Les députés français ont approuvé mardi soir à l’unanimité un projet de loi restituant au Bénin et au Sénégal des biens culturels amenés en France à l’époque coloniale au titre de « butins de guerre ».
Le transfert au Bénin porte sur 26 pièces – statues, siège royal, portes ouvragées notamment – du « Trésor de Béhanzin » provenant du pillage du palais d’Abomey en 1892. Elles sont aujourd’hui au musée du Quai Branly-Jacques Chirac à Paris. Le président français Emmanuel Macron avait annoncé leur « restitution sans délai » lors de son voyage à Ouagadougou, au Burkina Faso, en novembre 2017, mais le processus de transfert de propriété avait ensuite marqué le pas.
Le Sénégal doit pour sa part récupérer un sabre et son fourreau attribués à El Hadj Omar Tall, grande figure militaire et religieuse ouest-africaine du XIXe siècle, confisqués par le général Archinard lors de la conquête coloniale de l’Afrique de l’Ouest par la France.
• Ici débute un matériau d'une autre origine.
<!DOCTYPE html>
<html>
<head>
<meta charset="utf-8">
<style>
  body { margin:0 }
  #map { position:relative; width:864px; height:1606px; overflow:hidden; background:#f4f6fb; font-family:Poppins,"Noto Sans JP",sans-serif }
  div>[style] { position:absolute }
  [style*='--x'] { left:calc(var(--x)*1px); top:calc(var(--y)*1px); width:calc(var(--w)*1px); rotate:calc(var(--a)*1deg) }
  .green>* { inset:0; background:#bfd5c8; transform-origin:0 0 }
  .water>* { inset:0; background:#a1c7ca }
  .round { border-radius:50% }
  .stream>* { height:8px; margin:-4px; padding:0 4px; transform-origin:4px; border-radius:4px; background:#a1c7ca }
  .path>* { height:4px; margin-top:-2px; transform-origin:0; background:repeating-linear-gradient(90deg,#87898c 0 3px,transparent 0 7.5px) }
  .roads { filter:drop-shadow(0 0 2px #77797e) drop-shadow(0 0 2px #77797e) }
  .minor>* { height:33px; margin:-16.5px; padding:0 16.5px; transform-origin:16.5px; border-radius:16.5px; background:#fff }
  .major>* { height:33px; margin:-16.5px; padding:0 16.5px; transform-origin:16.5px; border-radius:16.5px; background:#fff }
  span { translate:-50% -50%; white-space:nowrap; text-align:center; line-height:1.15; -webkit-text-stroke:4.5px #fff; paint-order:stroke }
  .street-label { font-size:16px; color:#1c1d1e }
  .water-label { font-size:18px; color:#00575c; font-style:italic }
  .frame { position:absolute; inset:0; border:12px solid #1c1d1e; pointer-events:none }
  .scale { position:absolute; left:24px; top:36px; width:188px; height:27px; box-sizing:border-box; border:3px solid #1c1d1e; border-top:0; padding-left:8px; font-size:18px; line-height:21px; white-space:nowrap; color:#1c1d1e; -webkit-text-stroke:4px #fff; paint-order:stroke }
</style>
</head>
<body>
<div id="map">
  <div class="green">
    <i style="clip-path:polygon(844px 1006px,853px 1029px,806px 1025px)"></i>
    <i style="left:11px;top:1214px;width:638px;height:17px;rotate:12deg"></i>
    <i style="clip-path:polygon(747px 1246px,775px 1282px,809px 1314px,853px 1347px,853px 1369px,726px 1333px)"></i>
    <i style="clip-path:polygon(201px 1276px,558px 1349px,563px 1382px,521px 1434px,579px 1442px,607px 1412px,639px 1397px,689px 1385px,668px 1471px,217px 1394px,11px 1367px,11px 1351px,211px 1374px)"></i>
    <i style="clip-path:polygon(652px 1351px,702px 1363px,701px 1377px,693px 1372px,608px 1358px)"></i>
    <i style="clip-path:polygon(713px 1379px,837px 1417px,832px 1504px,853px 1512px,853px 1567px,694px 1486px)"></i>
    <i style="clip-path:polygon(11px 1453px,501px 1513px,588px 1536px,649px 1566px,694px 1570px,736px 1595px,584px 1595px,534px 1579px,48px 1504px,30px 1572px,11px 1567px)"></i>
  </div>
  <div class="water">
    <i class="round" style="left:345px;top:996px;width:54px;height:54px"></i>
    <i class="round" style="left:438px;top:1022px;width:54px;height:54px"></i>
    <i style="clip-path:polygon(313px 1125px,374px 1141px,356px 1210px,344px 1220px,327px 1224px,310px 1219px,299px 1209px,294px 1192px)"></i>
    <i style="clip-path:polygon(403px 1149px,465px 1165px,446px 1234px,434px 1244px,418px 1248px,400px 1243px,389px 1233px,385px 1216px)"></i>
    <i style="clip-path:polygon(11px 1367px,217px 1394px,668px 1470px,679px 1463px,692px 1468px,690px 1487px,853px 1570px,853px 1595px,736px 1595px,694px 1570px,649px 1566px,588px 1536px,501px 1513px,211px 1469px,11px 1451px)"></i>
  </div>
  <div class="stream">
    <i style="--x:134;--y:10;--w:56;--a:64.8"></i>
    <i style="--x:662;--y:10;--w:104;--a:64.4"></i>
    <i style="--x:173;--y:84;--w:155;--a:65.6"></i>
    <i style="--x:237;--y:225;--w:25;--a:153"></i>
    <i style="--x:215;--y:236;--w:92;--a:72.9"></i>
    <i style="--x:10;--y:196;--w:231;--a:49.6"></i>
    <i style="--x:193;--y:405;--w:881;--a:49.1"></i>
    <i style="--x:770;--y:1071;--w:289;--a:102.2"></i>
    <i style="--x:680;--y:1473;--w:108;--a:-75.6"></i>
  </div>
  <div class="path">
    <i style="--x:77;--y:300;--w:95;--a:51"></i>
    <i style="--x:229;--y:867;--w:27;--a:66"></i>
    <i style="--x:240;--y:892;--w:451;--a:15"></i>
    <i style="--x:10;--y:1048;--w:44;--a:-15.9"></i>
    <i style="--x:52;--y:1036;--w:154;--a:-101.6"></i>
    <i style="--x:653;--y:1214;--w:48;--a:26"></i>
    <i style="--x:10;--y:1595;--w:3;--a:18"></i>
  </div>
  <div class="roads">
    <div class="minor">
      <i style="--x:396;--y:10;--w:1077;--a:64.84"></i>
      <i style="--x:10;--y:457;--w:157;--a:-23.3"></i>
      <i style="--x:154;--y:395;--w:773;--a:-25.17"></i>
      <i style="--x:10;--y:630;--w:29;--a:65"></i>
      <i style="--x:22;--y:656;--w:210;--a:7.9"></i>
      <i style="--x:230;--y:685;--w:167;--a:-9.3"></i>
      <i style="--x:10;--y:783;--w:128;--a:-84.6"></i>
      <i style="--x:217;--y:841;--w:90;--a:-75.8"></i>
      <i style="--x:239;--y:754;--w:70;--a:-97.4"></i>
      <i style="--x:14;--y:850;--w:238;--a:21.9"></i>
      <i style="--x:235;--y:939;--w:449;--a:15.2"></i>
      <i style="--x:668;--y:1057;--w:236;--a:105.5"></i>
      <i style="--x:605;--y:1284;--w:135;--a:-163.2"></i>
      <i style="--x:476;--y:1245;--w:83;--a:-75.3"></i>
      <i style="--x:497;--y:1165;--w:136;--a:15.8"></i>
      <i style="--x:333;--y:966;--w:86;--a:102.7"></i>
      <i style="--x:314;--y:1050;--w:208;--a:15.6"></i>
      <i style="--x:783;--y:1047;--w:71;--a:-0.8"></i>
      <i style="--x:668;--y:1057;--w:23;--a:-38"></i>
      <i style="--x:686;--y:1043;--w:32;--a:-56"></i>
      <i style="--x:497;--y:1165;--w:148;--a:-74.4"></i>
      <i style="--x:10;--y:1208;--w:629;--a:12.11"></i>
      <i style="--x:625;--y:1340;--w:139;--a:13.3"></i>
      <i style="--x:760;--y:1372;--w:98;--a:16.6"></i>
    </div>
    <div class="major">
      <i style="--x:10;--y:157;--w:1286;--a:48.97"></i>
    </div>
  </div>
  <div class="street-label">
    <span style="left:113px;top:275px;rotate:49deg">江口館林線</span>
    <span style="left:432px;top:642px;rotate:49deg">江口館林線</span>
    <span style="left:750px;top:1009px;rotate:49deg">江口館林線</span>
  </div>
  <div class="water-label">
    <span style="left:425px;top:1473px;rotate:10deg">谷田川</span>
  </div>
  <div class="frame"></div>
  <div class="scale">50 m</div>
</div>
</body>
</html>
Détenus par le Musée de l’Armée à Paris, ces objets avaient été symboliquement remis – sous forme de prêt de cinq ans – par la France au président Macky Sall, lors de la visite à Dakar d’Édouard Philippe, alors Premier ministre, en novembre 2019. Ils sont aujourd’hui exposés dans la capitale sénégalaise.
Restitutions « ponctuelles »
Le texte de loi a été adopté par 49 voix pour et aucune contre à l’Assemblée nationale, et doit maintenant être examiné par le Sénat. La restitution de ces « butins de guerre » s’inscrit dans le cadre d’une « volonté renforcée de coopération » avec le Bénin et le Sénégal, a déclaré le ministre français du Commerce extérieur, Franck Riester, venu défendre le texte dans l’hémicycle à la place de la ministre de la Culture, Roselyne Bachelot, « cas contact » au Covid-19 et donc à l’isolement.
Mais le ministre français a insisté sur le caractère ponctuel de ces restitutions, qui dérogent au caractère inaliénable des collections françaises, en réponse aux craintes qu’elles n’ouvrent la voie à une multiplication des réclamations et à la perte d’un grand nombre d’œuvres détenues par les musées français. Le projet « ne vaut que pour ces cas spécifiques » et ne vient « nullement déroger au principe général » sur le caractère inaliénable des collections publiques françaises, a-t-il affirmé.
Le Bénin est le premier pays africain à avoir demandé à la France, en 2016, de lui restituer son patrimoine. « Voter une loi spécifique pour restituer vingt-six œuvres est un strict minimum, estimait le président Patrice Talon en septembre, dans une interview accordée à Jeune Afrique. Ce que nous souhaitons, c’est une loi générale qui autorise l’exécutif à négocier avec nous une restitution globale sur la base d’un inventaire précis. Quitte, ensuite, à discuter, dans un esprit gagnant-gagnant, de ce qui va à l’un et à l’autre, des expositions communes, des originaux et des copies, etc. Cette dynamique de coopération est préférable aux actions en justice. »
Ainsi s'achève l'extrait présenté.